Political oversight and policy-making
Elections for Spelthorne Borough Council are held every four years for the whole council, rather than third-of-council elections.

The 2 May 2019 Spelthorne Borough Council elections resulted in
23 Conservative councillors
8 Liberal Democrat councillors
four Labour councillors
two Green Party councillors
two Independent councillors.

The Conservative Party thus maintained their political majority.

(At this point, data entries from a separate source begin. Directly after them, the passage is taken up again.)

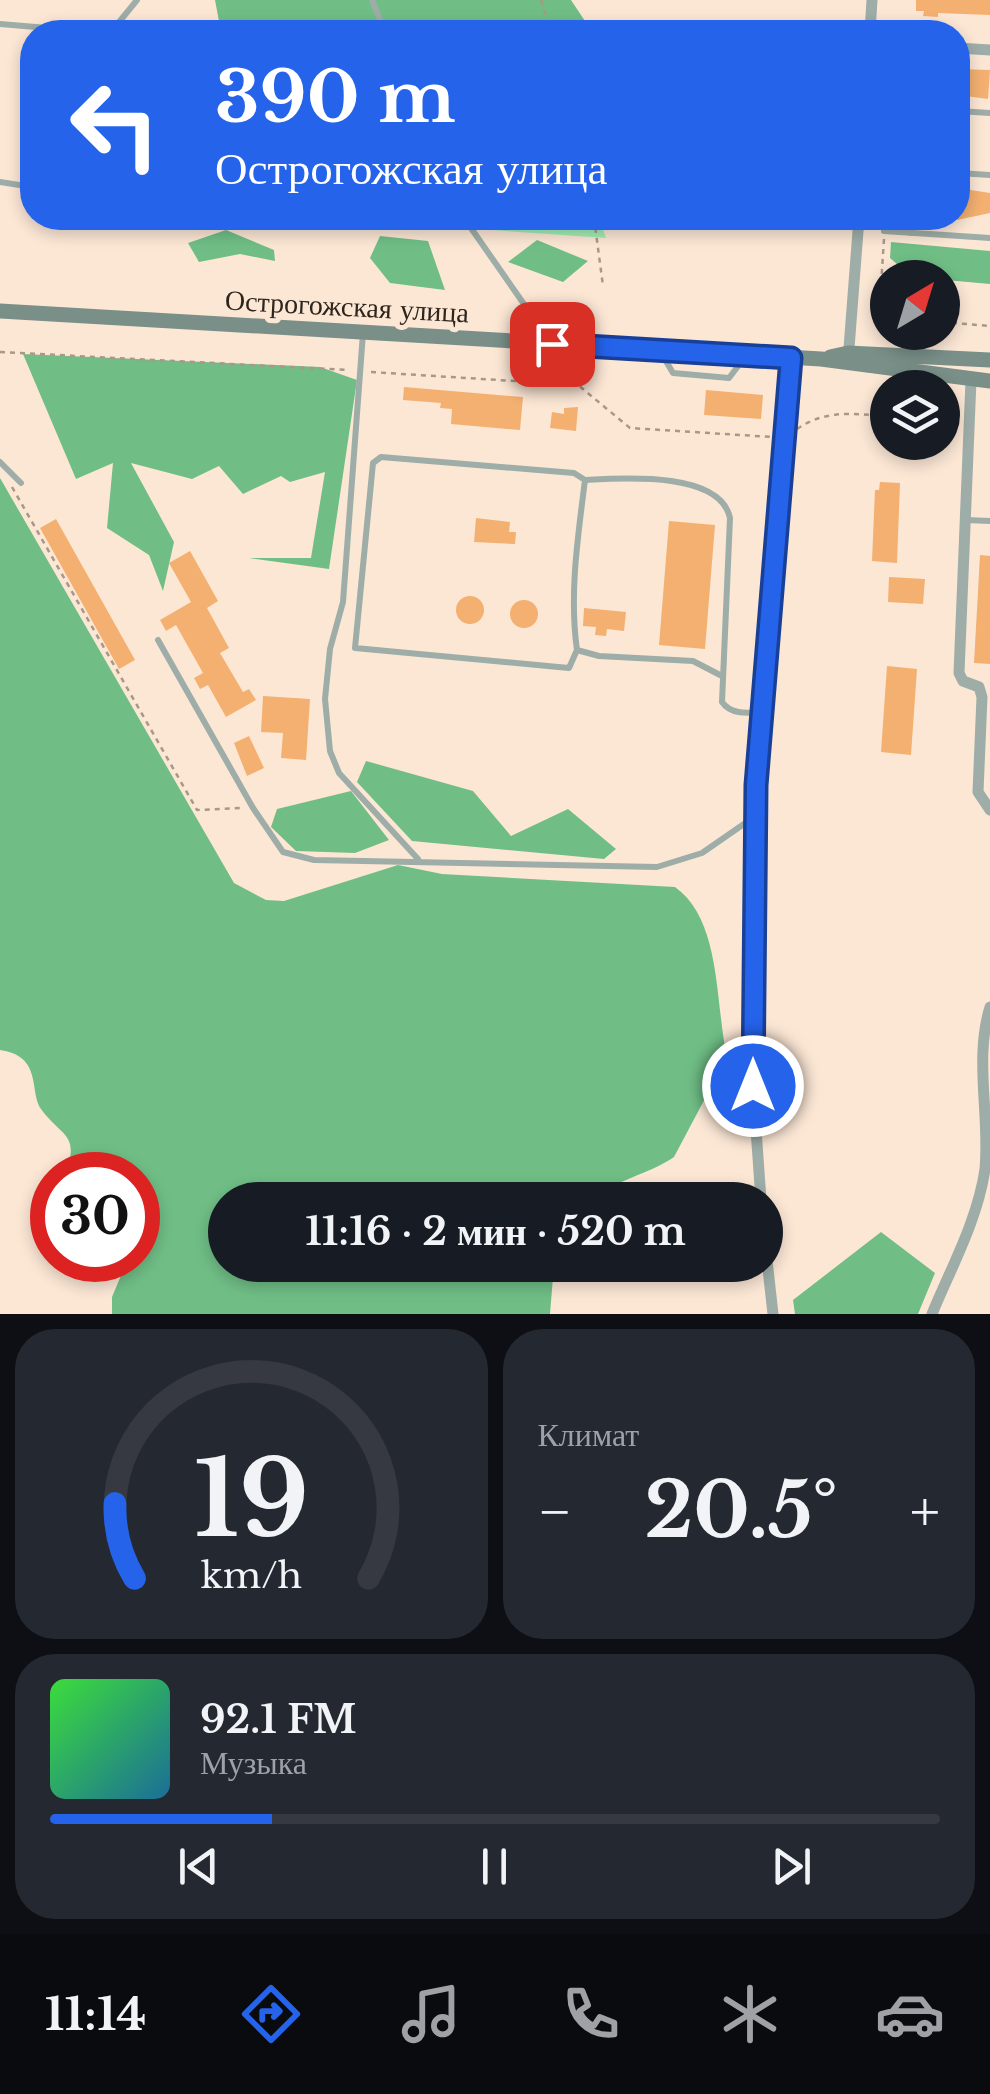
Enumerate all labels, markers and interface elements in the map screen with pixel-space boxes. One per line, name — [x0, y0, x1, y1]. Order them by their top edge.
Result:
text: 390 m — [215, 54, 456, 141]
icon: left — [50, 60, 180, 190]
text: Острогожская улица — [215, 140, 608, 196]
north arrow — [870, 260, 960, 350]
map controls — [870, 260, 960, 460]
street label: Острогожская улица — [224, 283, 470, 330]
pin — [510, 302, 595, 387]
icon: arrive — [525, 317, 580, 372]
button: layers — [870, 370, 960, 460]
position arrow — [701, 1034, 805, 1138]
speed limit sign: 30 — [30, 1152, 160, 1282]
text: 11:16 · 2 мин · 520 m — [305, 1208, 686, 1255]
text: Климат — [538, 1415, 639, 1455]
text: 19 — [194, 1435, 309, 1564]
text: 20.5° — [644, 1464, 838, 1557]
text: − — [538, 1478, 572, 1546]
text: + — [910, 1478, 940, 1546]
text: km/h — [201, 1553, 302, 1598]
text: 92.1 FM — [200, 1696, 357, 1743]
text: Музыка — [200, 1743, 307, 1783]
icon: previous — [171, 1839, 226, 1894]
icon: pause — [467, 1839, 522, 1894]
icon: next — [764, 1839, 819, 1894]
icon: directions — [236, 1979, 306, 2049]
icon: music — [396, 1979, 466, 2049]
icon: phone — [556, 1979, 626, 2049]
icon: climate — [715, 1979, 785, 2049]
icon: car — [875, 1979, 945, 2049]
text: 11:14 — [45, 1986, 146, 2042]

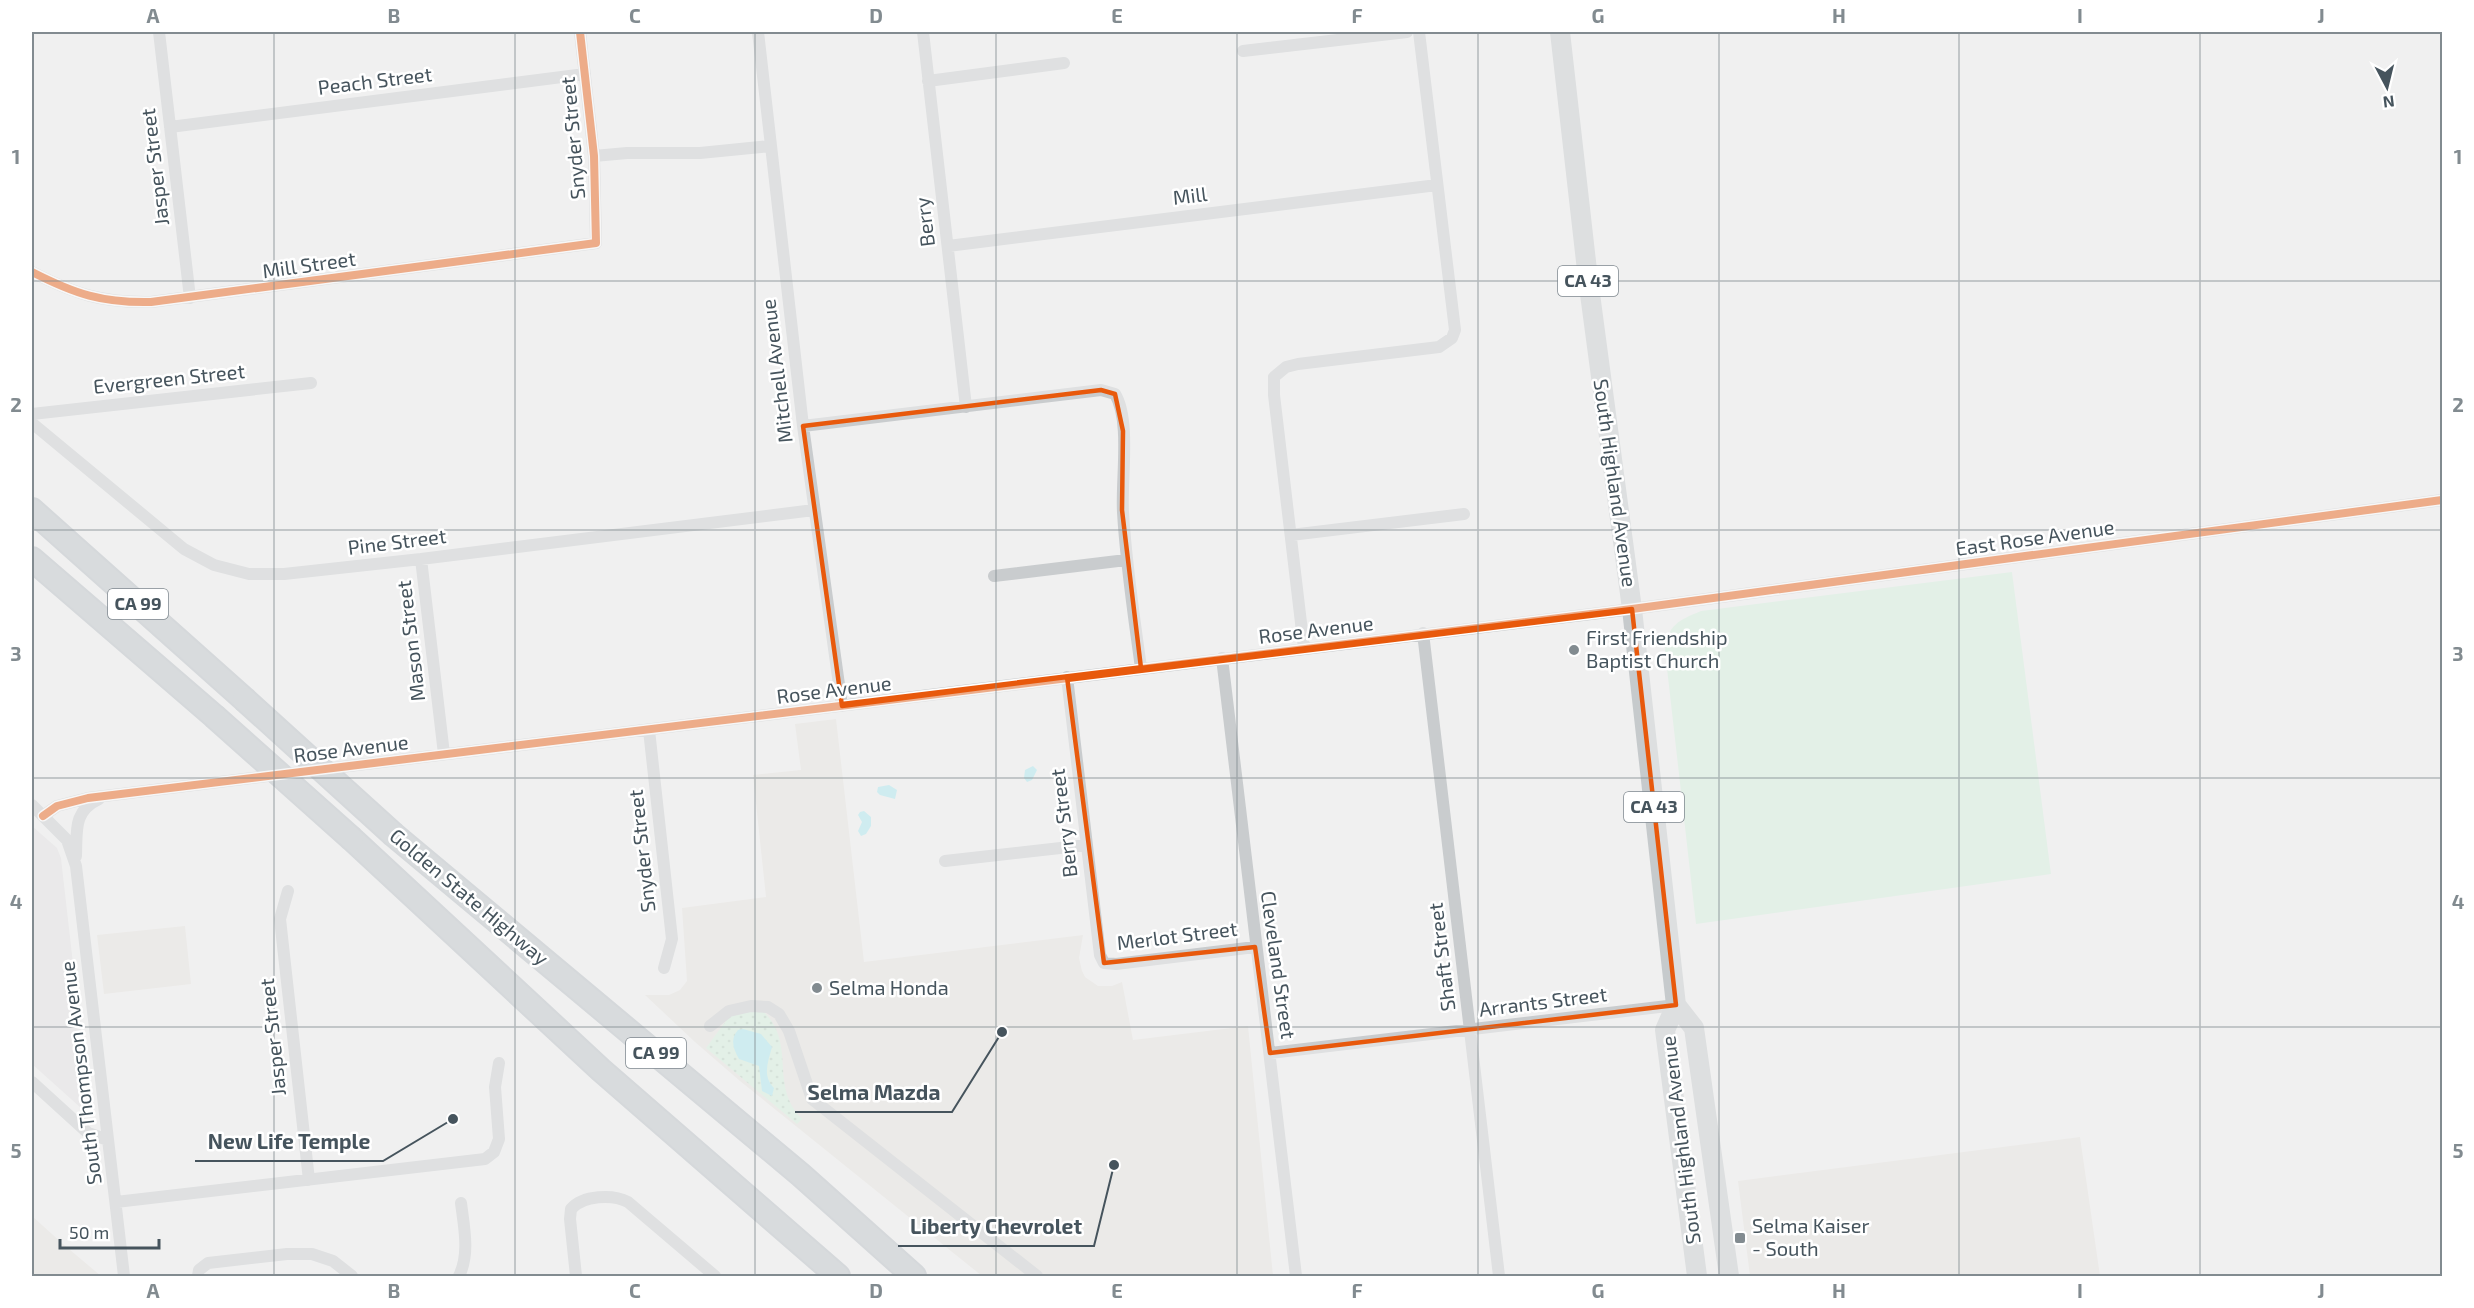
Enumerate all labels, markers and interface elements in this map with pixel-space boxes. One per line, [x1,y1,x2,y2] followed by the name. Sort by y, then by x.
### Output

On the 9th of June 2020, 6 Conservative Councillors, including Council leader Ian Harvey and Deputy leader Olivia Rybinski, resigned from the party, causing the Borough to fall in no overall control (NOC). This leaves the party's councillors without a governing majority for the first time in the Borough's history.

Composition

Spelthorne Borough Council management team consists of Daniel Charles Mouawad (Chief Executive), Terry Collier (Deputy Chief Executive) and Lee O'Neil (Deputy Chief Executive). The Mayor for Spelthorne is Susan Doran.

Whole council elections are held every four years.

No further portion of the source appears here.